--- /dev/null
+#+TITLE: Fixing a Twenty Six Years Old Emacs Bug
+#+SUBTITLE: They got it backward those days...
+#+DESCRIPTION: Post by Eshel Yaron about Fixing a Twenty Six Years Old Emacs Bug
+#+KEYWORDS: emacs
+#+DATE: 2024-02-10
+
+@@html:<div class="metadata">@@Created on [{{{date}}}], last updated [{{{modification-time(%Y-%m-%d, t)}}}]@@html:</div>@@
+
+A couple of weeks ago, an interesting bug report landed on the [[note:emacs][Emacs]]
+bug tracker:
+
+#+begin_quote
+Subject: bug#68762: 30.0.50; thing-at-point for an e-mail adress stops at "."
+
+When I use (thing-at-point 'email) and point is on an e-mail address
+like my.name@website.com, thing-at-point only gets name@website.com
+and loses the first part before the "." character.
+
+This happens after I upgraded from 29.1 to emacs 30.0.50.
+#+end_quote
+
+The reason this is a great bug report is that it's easy to reproduce
+right there in the buffer showing the bug report itself. Namely,
+since I was reading this inside Emacs, this was as simple as placing
+the cursor right before where it says ~(thing-at-point 'email)~,
+hitting ~C-M-k~ to "kill" (copy) the whole expression, then ~C-s name~
+to place the cursor in the middle of ~my.name@website.com~, and lastly
+~M-: C-y RET~ to evaluate the expression. That's it. You see the
+return value ~name@website.com~, instead of the expected
+~my.name@website.com~, and that makes the issue apparent on the spot.
+
+The ~thing-at-point~ function does just what it says on the tin: you
+specify a "thing" you're looking for, and the function searches for
+that thing around your cursor (point). This function has different
+methods for finding different "things". For ~email~, it uses regular
+expression matching. In particular, it uses this regular expression:
+
+#+begin_src emacs-lisp
+ (defvar thing-at-point-email-regexp
+ "<?[-+_~a-zA-Z0-9/][-+_.~:a-zA-Z0-9/]*@[-a-zA-Z0-9]+[-.a-zA-Z0-9]*>?"
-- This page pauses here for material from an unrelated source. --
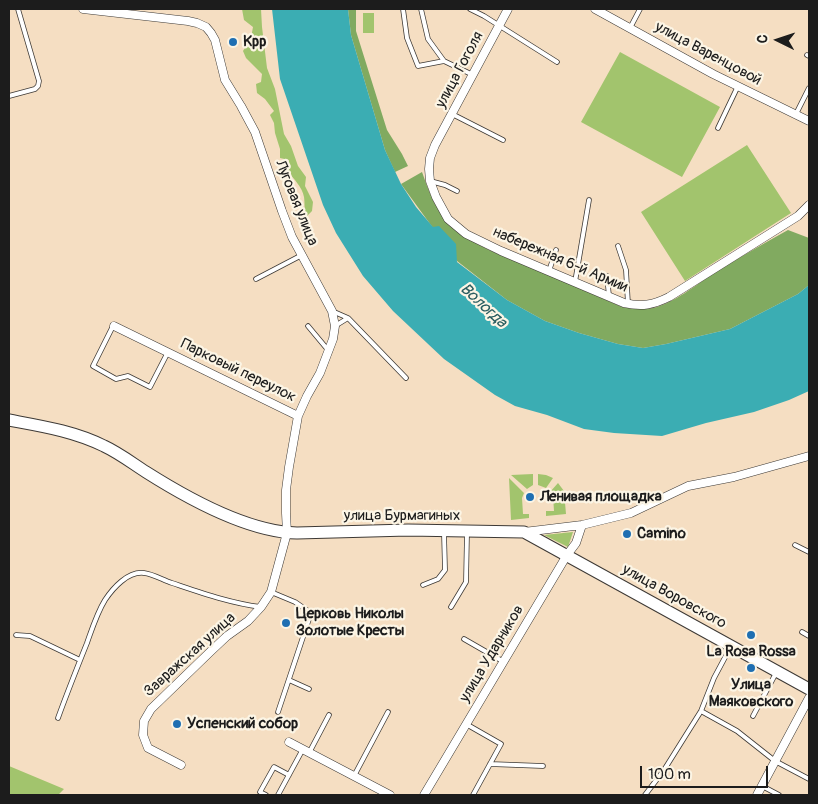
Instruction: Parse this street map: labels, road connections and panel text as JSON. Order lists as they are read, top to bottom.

+ "A regular expression probably matching an email address.
+ This does not match the real name portion, only the address, optionally
+ with angle brackets.")
+#+end_src
+
+This is slightly daunting at first look, but actually the regular
+expression itself is fine. Well, in general, trying to match email
+addresses with a regular expression is asking for troubles, really.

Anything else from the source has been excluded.